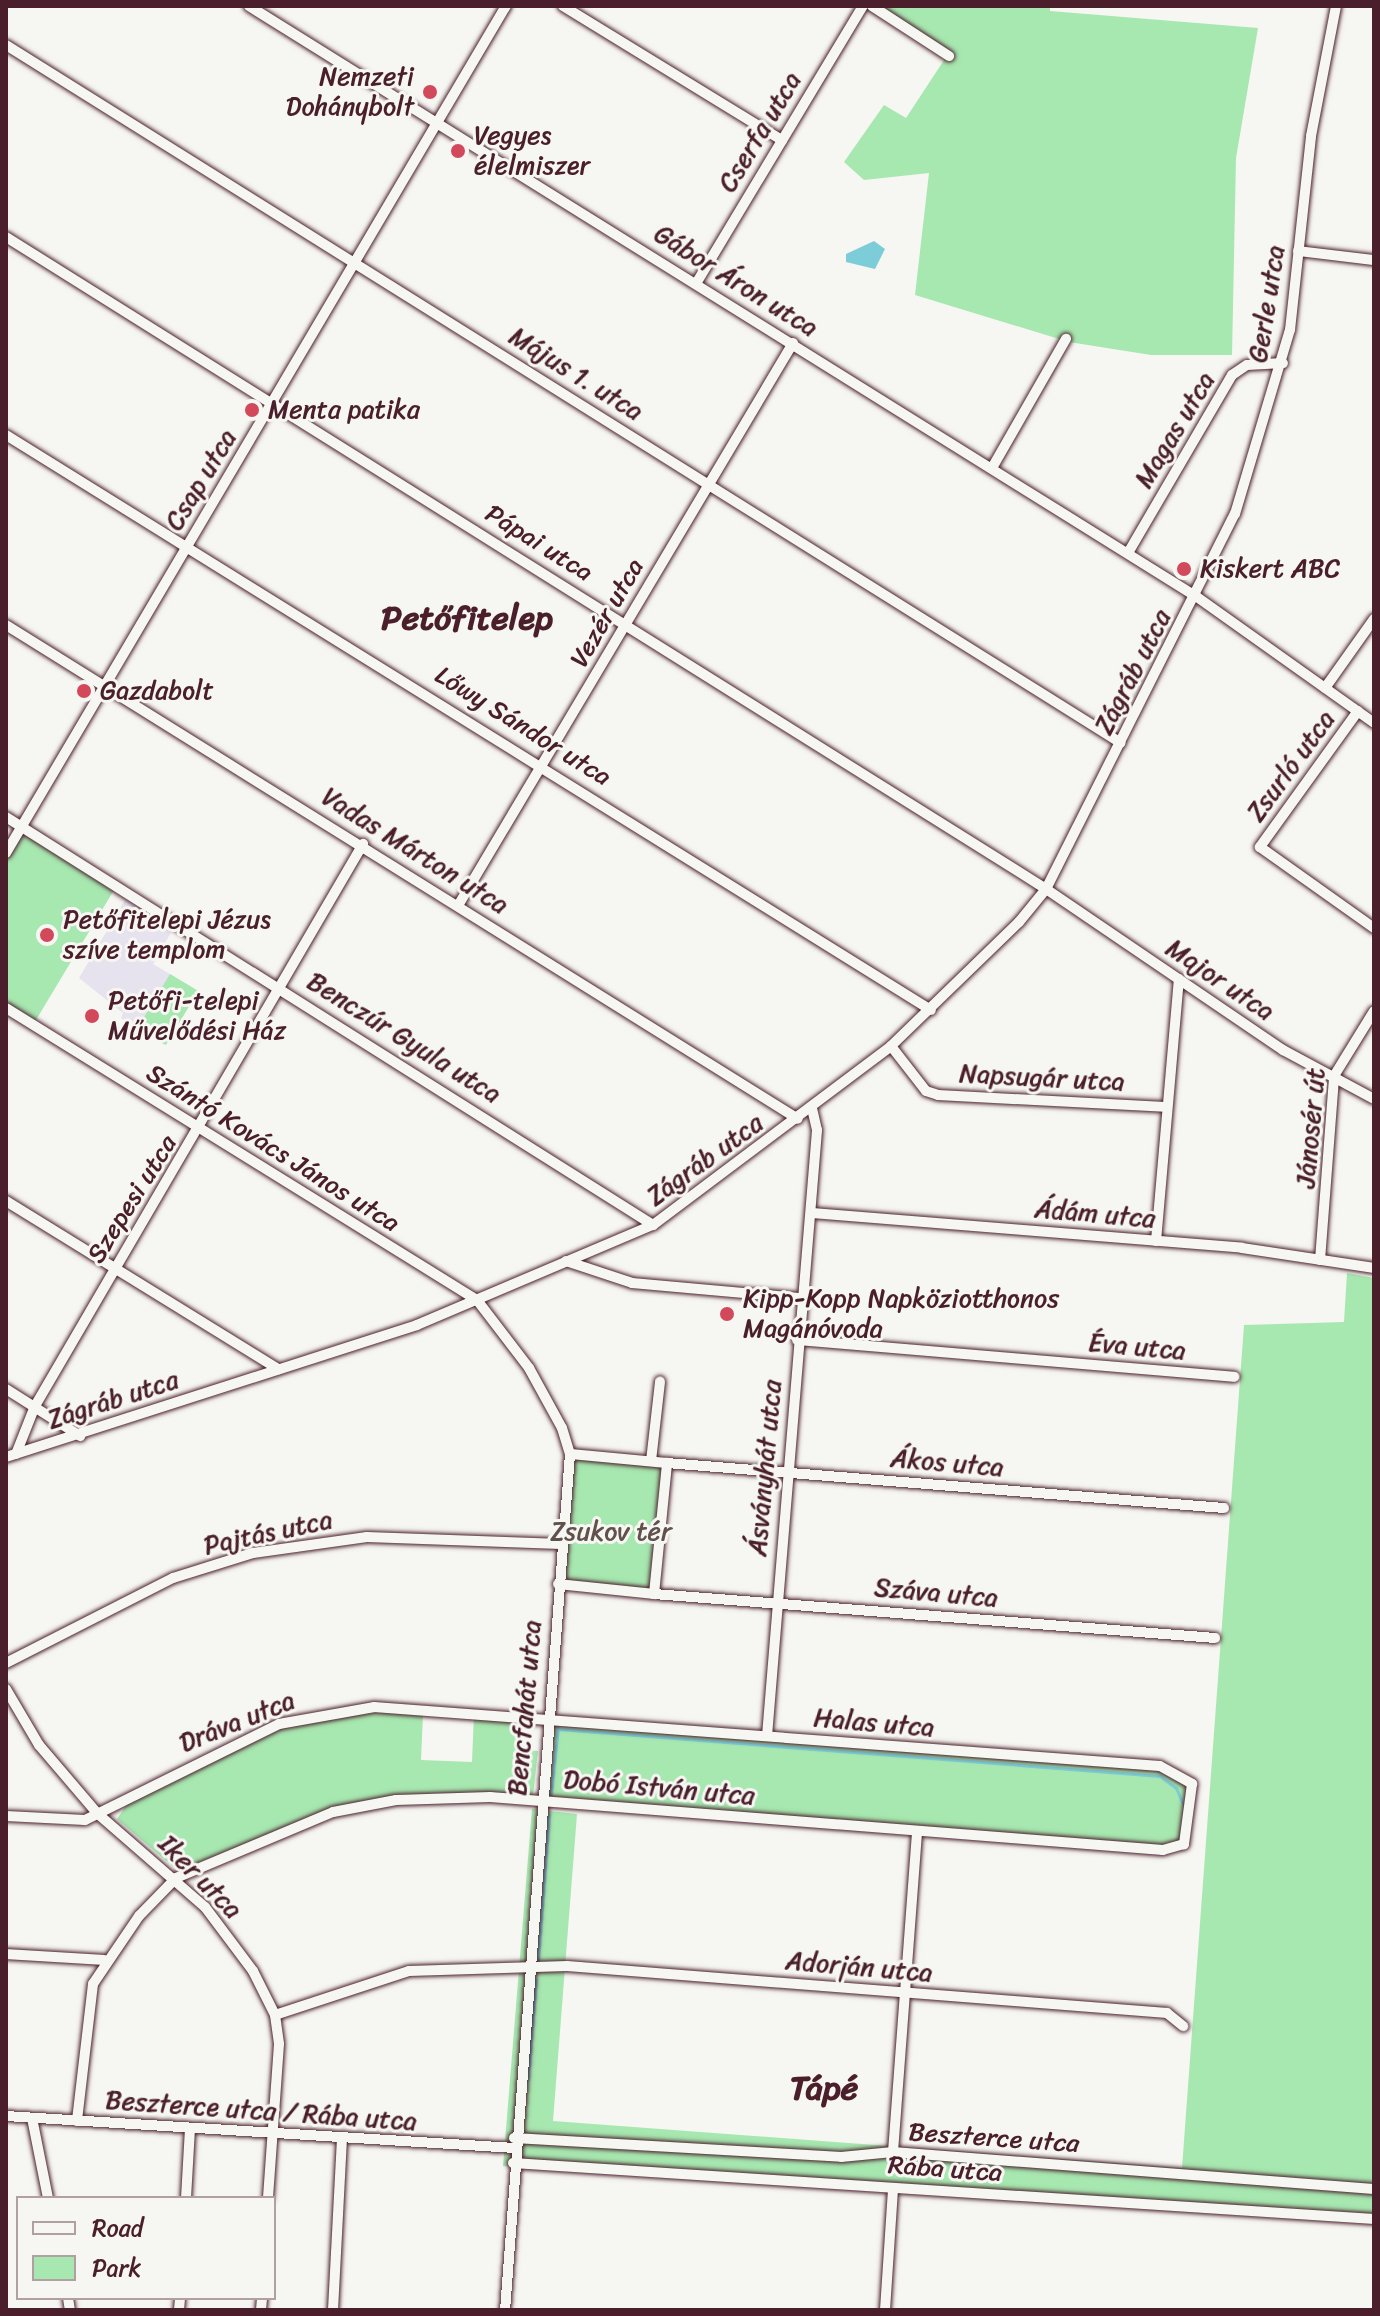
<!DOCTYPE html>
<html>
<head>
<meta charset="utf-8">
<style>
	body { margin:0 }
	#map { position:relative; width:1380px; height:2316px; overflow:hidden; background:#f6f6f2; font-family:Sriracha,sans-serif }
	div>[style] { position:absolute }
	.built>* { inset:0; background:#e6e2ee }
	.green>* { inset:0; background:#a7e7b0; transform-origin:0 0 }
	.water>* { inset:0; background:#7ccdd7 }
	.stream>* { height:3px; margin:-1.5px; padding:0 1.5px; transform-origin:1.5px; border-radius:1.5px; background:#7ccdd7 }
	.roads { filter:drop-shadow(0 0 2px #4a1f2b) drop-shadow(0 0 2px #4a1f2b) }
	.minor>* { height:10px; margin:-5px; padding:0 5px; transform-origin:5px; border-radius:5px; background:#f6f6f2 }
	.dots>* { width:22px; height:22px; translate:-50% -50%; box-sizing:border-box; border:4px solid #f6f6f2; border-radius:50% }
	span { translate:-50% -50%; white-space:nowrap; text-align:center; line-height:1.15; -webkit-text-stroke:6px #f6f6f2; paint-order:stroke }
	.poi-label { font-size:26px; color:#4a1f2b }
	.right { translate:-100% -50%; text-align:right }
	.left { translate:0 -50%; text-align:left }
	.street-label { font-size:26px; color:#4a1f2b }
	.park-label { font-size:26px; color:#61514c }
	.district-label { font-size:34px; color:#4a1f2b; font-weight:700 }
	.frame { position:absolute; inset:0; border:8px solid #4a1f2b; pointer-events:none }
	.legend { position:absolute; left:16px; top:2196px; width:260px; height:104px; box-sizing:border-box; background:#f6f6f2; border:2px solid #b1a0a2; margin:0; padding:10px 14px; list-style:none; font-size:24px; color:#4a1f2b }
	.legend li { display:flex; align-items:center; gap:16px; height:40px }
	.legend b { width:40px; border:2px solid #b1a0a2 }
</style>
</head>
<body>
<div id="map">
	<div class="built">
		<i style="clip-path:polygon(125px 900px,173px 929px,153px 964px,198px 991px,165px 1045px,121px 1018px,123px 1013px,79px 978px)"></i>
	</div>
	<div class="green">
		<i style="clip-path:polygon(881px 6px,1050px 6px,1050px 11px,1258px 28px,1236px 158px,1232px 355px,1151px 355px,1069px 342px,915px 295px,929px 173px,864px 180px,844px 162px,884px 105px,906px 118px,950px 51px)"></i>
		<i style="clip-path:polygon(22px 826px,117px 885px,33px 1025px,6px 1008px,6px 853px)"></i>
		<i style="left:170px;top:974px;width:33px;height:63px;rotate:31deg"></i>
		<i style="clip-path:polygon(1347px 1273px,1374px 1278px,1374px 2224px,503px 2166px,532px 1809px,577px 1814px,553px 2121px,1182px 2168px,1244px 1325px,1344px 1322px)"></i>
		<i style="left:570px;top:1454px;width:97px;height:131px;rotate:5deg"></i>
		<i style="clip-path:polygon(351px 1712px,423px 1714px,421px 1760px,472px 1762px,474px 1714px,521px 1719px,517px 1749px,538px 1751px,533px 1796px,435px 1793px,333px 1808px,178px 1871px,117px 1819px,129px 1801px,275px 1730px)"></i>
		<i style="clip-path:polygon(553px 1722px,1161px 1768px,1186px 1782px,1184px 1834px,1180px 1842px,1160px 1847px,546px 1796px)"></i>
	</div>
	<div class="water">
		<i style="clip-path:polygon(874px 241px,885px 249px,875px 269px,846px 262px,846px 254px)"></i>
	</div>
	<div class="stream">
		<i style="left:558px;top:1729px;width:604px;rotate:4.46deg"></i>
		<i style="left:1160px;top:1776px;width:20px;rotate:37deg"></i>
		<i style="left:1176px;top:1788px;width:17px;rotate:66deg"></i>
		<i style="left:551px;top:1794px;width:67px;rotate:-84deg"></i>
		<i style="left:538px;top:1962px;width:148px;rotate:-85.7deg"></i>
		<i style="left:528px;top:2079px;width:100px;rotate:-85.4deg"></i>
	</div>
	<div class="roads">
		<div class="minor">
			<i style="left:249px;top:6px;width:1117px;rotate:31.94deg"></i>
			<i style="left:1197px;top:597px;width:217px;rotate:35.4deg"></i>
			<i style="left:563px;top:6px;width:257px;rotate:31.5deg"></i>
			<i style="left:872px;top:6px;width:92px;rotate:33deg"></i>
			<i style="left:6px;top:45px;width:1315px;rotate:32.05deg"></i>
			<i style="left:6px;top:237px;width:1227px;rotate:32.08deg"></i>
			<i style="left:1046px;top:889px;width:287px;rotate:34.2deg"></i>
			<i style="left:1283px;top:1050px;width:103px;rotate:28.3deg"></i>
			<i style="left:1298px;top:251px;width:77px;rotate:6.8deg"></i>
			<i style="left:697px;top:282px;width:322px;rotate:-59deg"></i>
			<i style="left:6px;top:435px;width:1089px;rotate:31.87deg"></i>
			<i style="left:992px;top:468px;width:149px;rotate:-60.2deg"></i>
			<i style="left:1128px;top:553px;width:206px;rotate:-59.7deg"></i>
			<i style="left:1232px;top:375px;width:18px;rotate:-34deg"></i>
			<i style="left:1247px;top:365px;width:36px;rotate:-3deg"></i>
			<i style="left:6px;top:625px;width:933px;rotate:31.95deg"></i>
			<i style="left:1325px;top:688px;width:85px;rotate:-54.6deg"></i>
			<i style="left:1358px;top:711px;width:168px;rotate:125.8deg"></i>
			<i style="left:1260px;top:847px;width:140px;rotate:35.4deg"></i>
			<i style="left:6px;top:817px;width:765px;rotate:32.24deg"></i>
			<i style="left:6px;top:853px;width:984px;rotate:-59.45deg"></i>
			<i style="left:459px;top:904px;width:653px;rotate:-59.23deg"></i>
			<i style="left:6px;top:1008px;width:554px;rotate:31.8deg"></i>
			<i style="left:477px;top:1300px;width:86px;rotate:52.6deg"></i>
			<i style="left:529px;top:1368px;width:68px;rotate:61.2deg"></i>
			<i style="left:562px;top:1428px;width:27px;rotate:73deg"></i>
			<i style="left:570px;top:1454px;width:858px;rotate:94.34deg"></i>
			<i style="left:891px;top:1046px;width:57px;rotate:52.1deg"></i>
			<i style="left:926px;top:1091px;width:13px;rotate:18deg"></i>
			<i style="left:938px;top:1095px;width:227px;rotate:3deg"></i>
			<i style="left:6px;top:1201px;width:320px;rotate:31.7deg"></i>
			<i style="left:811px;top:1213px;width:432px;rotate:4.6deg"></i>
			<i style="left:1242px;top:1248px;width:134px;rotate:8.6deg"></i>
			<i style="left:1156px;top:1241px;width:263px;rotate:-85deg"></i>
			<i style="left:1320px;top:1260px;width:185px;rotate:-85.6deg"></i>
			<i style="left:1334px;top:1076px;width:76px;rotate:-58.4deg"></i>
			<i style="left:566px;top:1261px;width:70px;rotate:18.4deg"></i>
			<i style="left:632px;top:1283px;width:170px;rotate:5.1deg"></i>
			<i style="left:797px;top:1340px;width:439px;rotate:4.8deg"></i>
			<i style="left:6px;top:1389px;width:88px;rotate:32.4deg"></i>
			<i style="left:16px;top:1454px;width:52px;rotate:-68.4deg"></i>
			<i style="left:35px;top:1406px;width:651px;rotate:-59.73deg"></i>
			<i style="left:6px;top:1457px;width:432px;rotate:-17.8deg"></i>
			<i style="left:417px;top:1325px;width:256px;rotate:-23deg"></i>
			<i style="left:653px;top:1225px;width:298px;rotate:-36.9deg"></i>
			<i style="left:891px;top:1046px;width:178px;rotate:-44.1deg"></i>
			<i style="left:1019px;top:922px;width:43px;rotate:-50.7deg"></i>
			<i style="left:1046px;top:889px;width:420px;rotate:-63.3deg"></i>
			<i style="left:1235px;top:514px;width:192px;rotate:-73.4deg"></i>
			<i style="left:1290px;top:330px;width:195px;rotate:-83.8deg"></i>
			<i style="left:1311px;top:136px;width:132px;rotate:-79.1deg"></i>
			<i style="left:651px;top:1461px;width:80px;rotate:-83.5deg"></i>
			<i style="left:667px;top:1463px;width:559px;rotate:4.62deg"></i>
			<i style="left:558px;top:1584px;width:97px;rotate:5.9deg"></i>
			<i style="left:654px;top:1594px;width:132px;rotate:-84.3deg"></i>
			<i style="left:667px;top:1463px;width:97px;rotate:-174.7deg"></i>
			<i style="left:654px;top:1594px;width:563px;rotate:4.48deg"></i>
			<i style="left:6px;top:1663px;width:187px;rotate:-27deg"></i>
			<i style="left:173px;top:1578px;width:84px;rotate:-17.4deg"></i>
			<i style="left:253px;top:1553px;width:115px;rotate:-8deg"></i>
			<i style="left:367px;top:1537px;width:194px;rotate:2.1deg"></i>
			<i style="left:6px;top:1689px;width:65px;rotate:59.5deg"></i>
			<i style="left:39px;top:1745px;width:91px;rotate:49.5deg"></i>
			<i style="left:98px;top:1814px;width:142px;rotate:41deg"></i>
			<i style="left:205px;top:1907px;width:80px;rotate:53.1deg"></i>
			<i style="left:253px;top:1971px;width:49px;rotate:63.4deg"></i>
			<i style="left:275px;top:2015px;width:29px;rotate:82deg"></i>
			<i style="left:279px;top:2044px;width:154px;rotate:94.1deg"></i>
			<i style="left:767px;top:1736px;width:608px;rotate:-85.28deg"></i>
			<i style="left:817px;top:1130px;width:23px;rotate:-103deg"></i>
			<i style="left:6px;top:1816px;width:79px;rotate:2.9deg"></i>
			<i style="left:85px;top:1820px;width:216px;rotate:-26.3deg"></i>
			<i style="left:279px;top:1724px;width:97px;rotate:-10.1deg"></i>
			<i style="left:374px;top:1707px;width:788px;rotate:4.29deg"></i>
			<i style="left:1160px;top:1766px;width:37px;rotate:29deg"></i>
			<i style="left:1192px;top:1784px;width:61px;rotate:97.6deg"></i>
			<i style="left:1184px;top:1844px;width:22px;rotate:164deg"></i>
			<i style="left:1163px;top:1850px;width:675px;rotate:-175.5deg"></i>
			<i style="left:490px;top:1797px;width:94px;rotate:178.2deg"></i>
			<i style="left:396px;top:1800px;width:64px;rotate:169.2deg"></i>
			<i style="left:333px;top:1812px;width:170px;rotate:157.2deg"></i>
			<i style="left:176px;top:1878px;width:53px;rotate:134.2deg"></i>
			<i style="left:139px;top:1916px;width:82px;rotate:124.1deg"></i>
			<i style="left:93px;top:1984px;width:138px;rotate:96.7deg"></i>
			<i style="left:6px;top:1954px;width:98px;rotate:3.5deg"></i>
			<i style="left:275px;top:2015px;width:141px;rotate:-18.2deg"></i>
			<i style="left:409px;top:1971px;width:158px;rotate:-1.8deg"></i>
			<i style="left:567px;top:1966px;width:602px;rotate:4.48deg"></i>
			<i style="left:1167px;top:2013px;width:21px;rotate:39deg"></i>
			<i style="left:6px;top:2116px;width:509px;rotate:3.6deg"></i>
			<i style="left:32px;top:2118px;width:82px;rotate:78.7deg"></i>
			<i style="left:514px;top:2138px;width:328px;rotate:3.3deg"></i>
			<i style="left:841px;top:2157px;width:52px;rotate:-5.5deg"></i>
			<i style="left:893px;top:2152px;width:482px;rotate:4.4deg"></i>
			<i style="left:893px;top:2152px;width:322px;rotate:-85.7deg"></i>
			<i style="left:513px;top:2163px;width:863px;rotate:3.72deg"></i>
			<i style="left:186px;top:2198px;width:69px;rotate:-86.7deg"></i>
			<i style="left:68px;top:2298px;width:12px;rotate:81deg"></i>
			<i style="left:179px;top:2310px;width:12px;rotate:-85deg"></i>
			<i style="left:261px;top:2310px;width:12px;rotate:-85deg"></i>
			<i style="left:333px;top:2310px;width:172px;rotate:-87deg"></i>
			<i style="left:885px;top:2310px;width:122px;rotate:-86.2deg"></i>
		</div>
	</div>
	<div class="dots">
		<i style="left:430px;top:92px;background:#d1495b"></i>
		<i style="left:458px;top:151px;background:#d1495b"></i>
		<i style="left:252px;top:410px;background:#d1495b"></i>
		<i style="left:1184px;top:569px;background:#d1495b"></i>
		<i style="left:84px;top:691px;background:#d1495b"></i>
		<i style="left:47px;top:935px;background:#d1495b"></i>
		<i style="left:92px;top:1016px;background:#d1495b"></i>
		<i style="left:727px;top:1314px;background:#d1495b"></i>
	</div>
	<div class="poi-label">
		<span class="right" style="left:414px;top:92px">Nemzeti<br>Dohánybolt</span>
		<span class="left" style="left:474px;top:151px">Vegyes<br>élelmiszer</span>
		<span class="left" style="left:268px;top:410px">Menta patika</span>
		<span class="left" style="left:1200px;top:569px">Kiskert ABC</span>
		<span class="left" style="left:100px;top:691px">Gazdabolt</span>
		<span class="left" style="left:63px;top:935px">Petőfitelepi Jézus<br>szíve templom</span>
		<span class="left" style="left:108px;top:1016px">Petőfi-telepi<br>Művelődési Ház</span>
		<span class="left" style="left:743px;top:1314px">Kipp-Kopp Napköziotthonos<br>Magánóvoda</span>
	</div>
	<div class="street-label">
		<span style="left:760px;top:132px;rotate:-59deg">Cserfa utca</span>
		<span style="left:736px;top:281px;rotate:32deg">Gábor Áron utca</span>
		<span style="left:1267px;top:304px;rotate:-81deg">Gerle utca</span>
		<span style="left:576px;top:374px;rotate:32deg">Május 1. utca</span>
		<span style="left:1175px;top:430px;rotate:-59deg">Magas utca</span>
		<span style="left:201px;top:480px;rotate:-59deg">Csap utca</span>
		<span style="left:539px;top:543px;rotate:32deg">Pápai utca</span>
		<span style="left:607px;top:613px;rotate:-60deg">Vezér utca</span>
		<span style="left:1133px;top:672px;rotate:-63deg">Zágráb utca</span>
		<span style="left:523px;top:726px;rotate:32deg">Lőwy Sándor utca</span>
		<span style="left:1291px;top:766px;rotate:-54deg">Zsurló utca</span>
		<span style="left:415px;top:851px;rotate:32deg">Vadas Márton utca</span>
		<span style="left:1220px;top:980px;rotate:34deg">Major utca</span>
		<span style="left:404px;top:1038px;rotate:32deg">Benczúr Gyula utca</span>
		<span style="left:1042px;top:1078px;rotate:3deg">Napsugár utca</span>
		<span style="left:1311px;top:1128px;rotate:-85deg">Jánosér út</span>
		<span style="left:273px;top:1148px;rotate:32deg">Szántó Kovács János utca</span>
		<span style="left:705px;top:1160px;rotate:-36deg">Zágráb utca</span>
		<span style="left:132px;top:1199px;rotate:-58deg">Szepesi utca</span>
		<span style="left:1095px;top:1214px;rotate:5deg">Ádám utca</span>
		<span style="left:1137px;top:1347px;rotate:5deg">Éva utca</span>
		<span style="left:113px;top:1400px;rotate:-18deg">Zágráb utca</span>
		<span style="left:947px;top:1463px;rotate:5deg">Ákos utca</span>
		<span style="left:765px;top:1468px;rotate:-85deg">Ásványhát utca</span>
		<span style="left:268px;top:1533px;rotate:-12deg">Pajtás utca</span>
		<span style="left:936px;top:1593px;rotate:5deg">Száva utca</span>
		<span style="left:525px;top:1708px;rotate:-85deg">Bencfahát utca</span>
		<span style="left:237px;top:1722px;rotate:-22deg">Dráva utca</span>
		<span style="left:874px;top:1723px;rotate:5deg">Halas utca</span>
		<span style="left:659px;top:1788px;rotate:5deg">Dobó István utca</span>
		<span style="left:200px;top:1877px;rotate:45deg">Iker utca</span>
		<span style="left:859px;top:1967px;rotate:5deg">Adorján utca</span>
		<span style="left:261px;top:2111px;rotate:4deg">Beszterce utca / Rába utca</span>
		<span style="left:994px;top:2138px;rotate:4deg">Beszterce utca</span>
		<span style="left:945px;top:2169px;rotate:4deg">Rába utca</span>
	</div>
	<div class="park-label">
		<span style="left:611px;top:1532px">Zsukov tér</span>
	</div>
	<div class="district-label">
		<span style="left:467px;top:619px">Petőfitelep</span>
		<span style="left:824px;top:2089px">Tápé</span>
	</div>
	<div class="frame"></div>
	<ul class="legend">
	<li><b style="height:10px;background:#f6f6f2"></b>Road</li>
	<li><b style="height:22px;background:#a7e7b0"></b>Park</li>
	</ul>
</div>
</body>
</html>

- _What you should do_:
All lines from the start of the entries above through the line containing "width:22px; height:22px; translate:-50%" must be transcribed exactly, both ends included, and no picture may be copied.

- _Reply_:
<!DOCTYPE html>
<html>
<head>
<meta charset="utf-8">
<style>
	body { margin:0 }
	#map { position:relative; width:1380px; height:2316px; overflow:hidden; background:#f6f6f2; font-family:Sriracha,sans-serif }
	div>[style] { position:absolute }
	.built>* { inset:0; background:#e6e2ee }
	.green>* { inset:0; background:#a7e7b0; transform-origin:0 0 }
	.water>* { inset:0; background:#7ccdd7 }
	.stream>* { height:3px; margin:-1.5px; padding:0 1.5px; transform-origin:1.5px; border-radius:1.5px; background:#7ccdd7 }
	.roads { filter:drop-shadow(0 0 2px #4a1f2b) drop-shadow(0 0 2px #4a1f2b) }
	.minor>* { height:10px; margin:-5px; padding:0 5px; transform-origin:5px; border-radius:5px; background:#f6f6f2 }
	.dots>* { width:22px; height:22px; translate:-50% -50%; box-sizing:border-box; border:4px solid #f6f6f2; border-radius:50% }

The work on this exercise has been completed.